- Material for the task
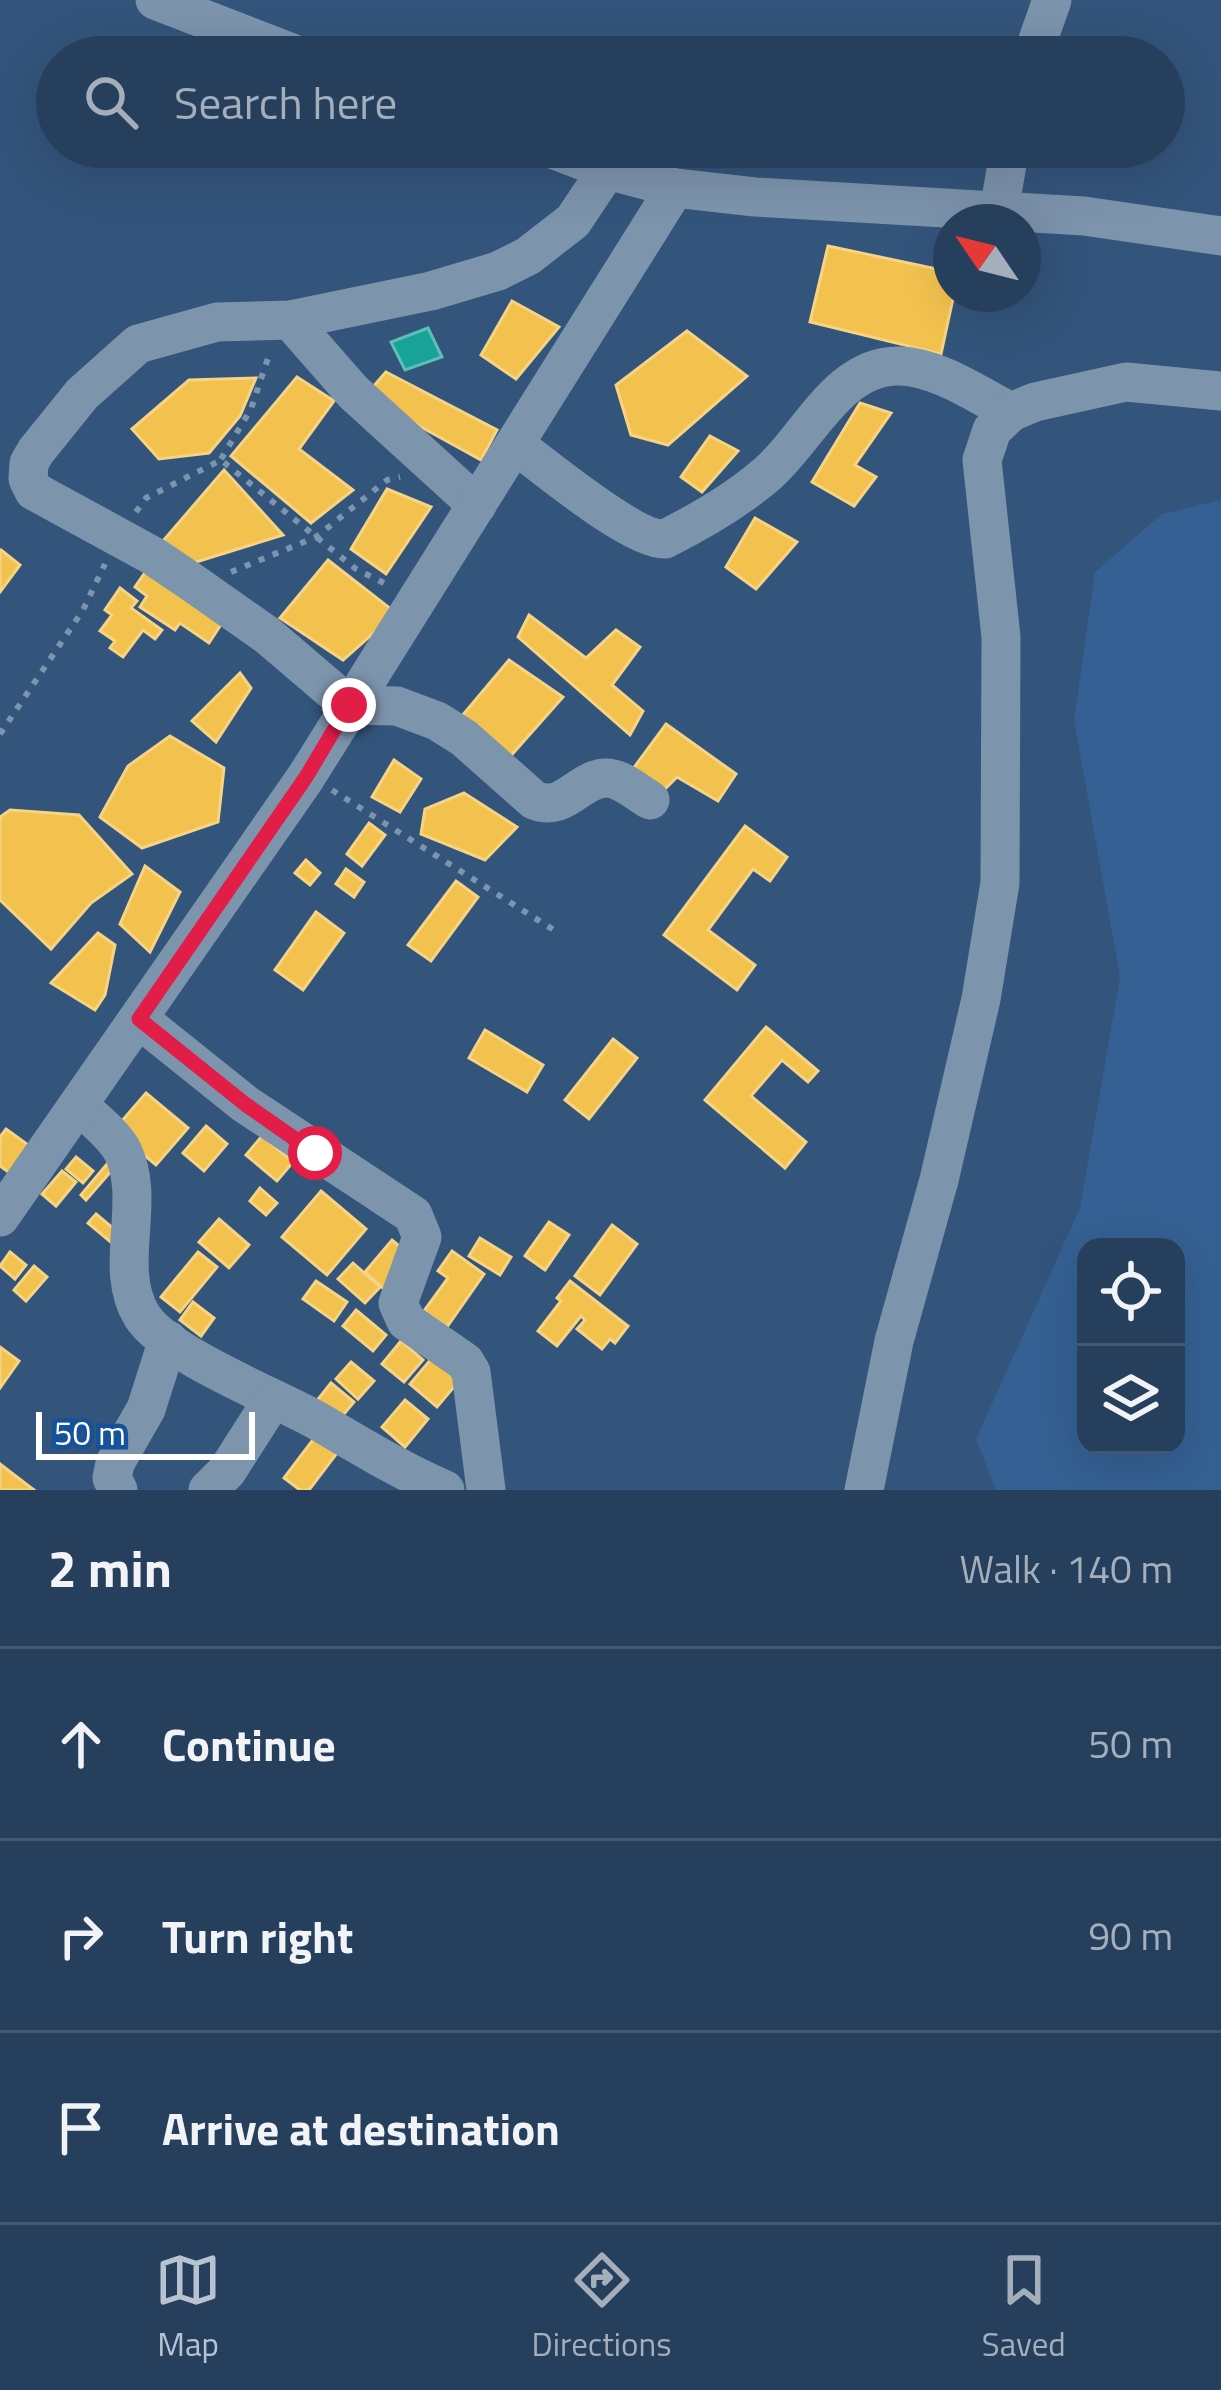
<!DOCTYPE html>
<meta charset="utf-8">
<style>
body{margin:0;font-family:"Titillium Web",sans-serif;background:#2e4662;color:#f1f3f6}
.controls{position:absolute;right:36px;bottom:36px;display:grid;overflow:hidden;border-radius:24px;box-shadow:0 12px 48px #0002}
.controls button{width:108px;height:108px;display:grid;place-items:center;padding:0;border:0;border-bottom:3px solid #425872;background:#263f5c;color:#f1f3f6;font:60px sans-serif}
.compass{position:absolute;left:933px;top:204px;width:108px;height:108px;border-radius:50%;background:#263f5c;box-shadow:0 12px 48px #0002;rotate:305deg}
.scale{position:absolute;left:36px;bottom:30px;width:219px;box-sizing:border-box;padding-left:12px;border:6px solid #fff;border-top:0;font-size:33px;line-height:42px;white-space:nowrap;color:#fff;-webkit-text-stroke:9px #155299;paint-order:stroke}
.stop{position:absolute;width:36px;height:36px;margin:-27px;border:9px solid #e11d48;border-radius:50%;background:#fff}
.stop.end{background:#e11d48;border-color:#fff;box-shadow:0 3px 12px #0008}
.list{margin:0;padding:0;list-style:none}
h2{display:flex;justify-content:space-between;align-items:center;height:156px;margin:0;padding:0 48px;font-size:51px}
h2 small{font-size:39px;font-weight:400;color:#a4afbb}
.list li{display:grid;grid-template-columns:78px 1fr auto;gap:36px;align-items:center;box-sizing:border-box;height:192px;padding:0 48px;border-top:3px solid #425872}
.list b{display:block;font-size:45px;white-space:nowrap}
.list em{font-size:39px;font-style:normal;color:#a4afbb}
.icon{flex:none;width:66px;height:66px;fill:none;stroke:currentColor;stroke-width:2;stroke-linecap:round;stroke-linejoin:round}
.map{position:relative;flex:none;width:1221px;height:1490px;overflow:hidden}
.search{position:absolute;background:#263f5c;box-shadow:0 12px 48px #0002;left:36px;right:36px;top:36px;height:132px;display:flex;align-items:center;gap:30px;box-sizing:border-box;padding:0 42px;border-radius:66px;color:#a4afbb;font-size:45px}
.sheet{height:732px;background:#263f5c}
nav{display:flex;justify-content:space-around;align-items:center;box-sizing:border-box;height:168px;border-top:3px solid #425872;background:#263f5c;font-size:33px;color:#a4afbb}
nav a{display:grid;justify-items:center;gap:6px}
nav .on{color:#b8c3d1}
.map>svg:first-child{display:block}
.water{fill:#356093;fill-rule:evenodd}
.homes{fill:#f2c14e;stroke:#f6d483;stroke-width:3}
.public{fill:#17a398;stroke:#5dbfb7;stroke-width:3}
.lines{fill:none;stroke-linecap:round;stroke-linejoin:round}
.path{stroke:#7d94ad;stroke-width:6;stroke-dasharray:6 9;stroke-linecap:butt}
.minor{stroke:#7d94ad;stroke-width:39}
.route{stroke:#e11d48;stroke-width:15}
</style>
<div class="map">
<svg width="1221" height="1490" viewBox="0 0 1221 1490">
<rect width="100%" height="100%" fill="#33547b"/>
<path class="water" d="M1221 500V1490H996L976 1439 1080 1208 1120 977 1074 720 1095 572 1162 514ZM1086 1247H1176V1445H1086Z"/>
<g class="homes">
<path d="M828 246 951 272 954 294 941 354 810 322Z"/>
<path d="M512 301 559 327 516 379 481 355Z"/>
<path d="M687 331 747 376 668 445 631 435 616 385Z"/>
<path d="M386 372 497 430 481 460 365 396Z"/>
<path d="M297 377 334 401 299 449 353 490 311 523 231 456Z"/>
<path d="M256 378 240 416 209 453 159 459 132 429 189 380Z"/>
<path d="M860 403 891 413 855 465 876 477 854 506 812 482Z"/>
<path d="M710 436 738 451 702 492 681 477Z"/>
<path d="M224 470 283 535 183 566 157 548Z"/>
<path d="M387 489 431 507 386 574 351 549Z"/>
<path d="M755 518 797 542 756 589 726 567Z"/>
<path d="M1 550 20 565 0 592V551Z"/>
<path d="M328 560 396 613 343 660 280 618Z"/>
<path d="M146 571 222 623 209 643 180 623 175 630 140 607 147 596 135 587Z"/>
<path d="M120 588 137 601 131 608 162 630 155 639 143 630 123 657 110 648 115 641 100 631 112 615 105 610Z"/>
<path d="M529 615 586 658 616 630 640 647 612 685 643 711 630 735 518 637Z"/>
<path d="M509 660 563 697 507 760 456 723Z"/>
<path d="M240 673 251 688 216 742 192 721Z"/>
<path d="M666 724 736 774 718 801 677 777 657 797 627 777Z"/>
<path d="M170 736 224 768 218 822 142 848 100 817 128 766Z"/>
<path d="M394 760 421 779 400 812 372 797Z"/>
<path d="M464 793 517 827 485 860 421 834 425 809Z"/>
<path d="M10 810 79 815 132 874 91 903 51 949 0 900V817Z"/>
<path d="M369 823 385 835 362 866 347 854Z"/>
<path d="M745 826 787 857 770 881 753 869 708 930 755 965 737 990 664 935Z"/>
<path d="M306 860 320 873 310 885 295 873Z"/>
<path d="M145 866 180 892 150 952 120 924Z"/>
<path d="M346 869 364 882 354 897 336 884Z"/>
<path d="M456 881 478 897 431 961 408 945Z"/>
<path d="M316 912 344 933 303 990 275 970Z"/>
<path d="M98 933 115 945 105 995 95 1010 51 983Z"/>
<path d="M766 1027 818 1071 808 1082 782 1060 751 1096 806 1142 785 1168 705 1100Z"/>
<path d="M485 1030 543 1065 527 1092 469 1058Z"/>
<path d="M613 1039 637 1058 589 1119 565 1100Z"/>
<path d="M146 1093 188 1128 156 1165 114 1130Z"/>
<path d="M206 1126 227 1144 204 1171 183 1153Z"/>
<path d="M6 1129 31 1147 11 1174 0 1166V1137Z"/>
<path d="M262 1136 293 1162 277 1181 246 1155Z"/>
<path d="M76 1157 93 1171 83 1183 66 1169Z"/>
<path d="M107 1164 113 1169 86 1200 81 1195Z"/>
<path d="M62 1171 76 1182 56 1206 42 1194Z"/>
<path d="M260 1188 277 1203 266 1215 250 1201Z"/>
<path d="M321 1191 366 1229 327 1275 282 1237Z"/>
<path d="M96 1214 121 1235 113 1244 88 1223Z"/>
<path d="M219 1219 249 1245 229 1268 199 1242Z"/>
<path d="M549 1222 569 1235 545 1270 525 1256Z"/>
<path d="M612 1225 637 1244 600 1295 575 1276Z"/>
<path d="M480 1238 511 1257 500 1275 469 1256Z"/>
<path d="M392 1240 412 1257 385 1290 365 1272Z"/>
<path d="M452 1251 484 1274 447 1327 424 1311 448 1278 438 1271Z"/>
<path d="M10 1252 26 1265 15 1279 0 1266Z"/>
<path d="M198 1252 217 1267 180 1312 161 1297Z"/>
<path d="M353 1263 380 1287 365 1303 338 1279Z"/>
<path d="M34 1266 47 1277 26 1301 14 1290Z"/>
<path d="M316 1281 347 1302 334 1321 303 1299Z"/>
<path d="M570 1281 628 1326 615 1343 610 1339 602 1349 577 1329 585 1320 581 1316 557 1346 538 1331 561 1301 557 1298Z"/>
<path d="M193 1302 214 1318 201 1336 180 1320Z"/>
<path d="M356 1310 386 1335 373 1351 343 1326Z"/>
<path d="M401 1341 423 1360 404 1382 382 1364Z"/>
<path d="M0 1347 19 1361 0 1388Z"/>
<path d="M432 1358 459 1381 437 1407 410 1384Z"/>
<path d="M351 1362 374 1381 358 1399 336 1379Z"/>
<path d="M331 1383 354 1402 333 1427 311 1408Z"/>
<path d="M405 1400 428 1419 405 1447 382 1427Z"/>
<path d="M315 1437 337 1453 309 1490H300L284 1478Z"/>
<path d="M0 1464 34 1490H0Z"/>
</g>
<path class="public" d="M428 328 442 357 405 370 391 342Z"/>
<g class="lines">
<g class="path">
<path d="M221 459 251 409 270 352"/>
<path d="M136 512 146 498 221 460 356 569 388 585"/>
<path d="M231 572 316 537 387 480 400 477"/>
<path d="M0 734 83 610 105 564"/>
<path d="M332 790 557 932"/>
</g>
<g class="minor">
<path d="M155 0 302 57"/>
<path d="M1032 57 1052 0"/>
<path d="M547 147 607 170 675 188 755 197 1084 216 1221 236"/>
<path d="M607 170 573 221 528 256 498 271 431 291 290 320 217 322 138 344 82 394 36 451 29 463 28 479 34 491 153 556 193 583 267 635 349 705 397 706 437 721 464 738 534 800C565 813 577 780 605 778 620 777 638 793 650 800"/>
<path d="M999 211 1010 147"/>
<path d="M290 320 353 392 477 505"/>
<path d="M517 446C545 467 634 541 665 539 701 521 737 500 767 474 808 439 838 364 900 366 938 367 978 395 1011 412"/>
<path d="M139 1019 245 1104 413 1215 422 1237 398 1303 406 1321 465 1362 471 1372 486 1490"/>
<path d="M79 1105C93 1119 114 1134 123 1152 147 1202 112 1268 142 1316 167 1355 273 1396 316 1420 359 1445 399 1470 445 1490"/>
<path d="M0 1217 306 777 675 188"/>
<path d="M118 1490 112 1478 115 1463 146 1409 168 1340"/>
<path d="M208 1490 227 1471 273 1399"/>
<path d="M864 1490 894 1341 939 1180 981 999 1000 883 1001 637 982 460 992 430 1011 412 1035 402 1126 382 1221 391"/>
</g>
</g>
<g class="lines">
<path class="route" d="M315 1153 245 1104 139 1019 306 777 349 705"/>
</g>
</svg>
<div class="controls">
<button><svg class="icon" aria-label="locate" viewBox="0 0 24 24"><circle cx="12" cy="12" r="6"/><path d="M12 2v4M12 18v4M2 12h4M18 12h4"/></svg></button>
<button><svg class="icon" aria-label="layers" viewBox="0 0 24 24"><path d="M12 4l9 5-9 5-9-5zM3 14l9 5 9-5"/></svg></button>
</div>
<svg class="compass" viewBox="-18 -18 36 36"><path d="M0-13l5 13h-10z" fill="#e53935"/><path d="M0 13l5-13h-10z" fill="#a4afbb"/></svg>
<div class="scale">50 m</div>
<div class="stop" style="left:315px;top:1153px"></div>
<div class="stop end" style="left:349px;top:705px"></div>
<div class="search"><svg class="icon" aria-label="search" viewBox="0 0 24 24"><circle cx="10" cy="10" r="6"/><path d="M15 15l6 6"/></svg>Search here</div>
</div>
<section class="sheet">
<h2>2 min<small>Walk · 140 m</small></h2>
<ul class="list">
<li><svg class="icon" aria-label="ahead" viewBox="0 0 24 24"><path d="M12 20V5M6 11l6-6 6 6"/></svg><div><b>Continue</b></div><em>50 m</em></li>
<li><svg class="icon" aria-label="right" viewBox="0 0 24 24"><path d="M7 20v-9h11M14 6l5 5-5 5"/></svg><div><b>Turn right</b></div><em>90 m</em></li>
<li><svg class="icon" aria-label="arrive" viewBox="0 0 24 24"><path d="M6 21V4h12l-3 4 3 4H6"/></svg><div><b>Arrive at destination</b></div></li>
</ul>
</section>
<nav>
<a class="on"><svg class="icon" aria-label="map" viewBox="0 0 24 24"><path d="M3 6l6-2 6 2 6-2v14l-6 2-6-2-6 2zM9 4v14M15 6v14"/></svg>Map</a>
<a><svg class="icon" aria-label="directions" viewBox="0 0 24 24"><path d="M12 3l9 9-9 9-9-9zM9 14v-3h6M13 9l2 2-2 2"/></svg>Directions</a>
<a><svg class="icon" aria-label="saved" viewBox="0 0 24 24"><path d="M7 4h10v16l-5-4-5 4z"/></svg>Saved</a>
</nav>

- Task to complete
Show each line of the material that includes the word "white".

- The completed task
.scale{position:absolute;left:36px;bottom:30px;width:219px;box-sizing:border-box;padding-left:12px;border:6px solid #fff;border-top:0;font-size:33px;line-height:42px;white-space:nowrap;color:#fff;-webkit-text-stroke:9px #155299;paint-order:stroke}
.list b{display:block;font-size:45px;white-space:nowrap}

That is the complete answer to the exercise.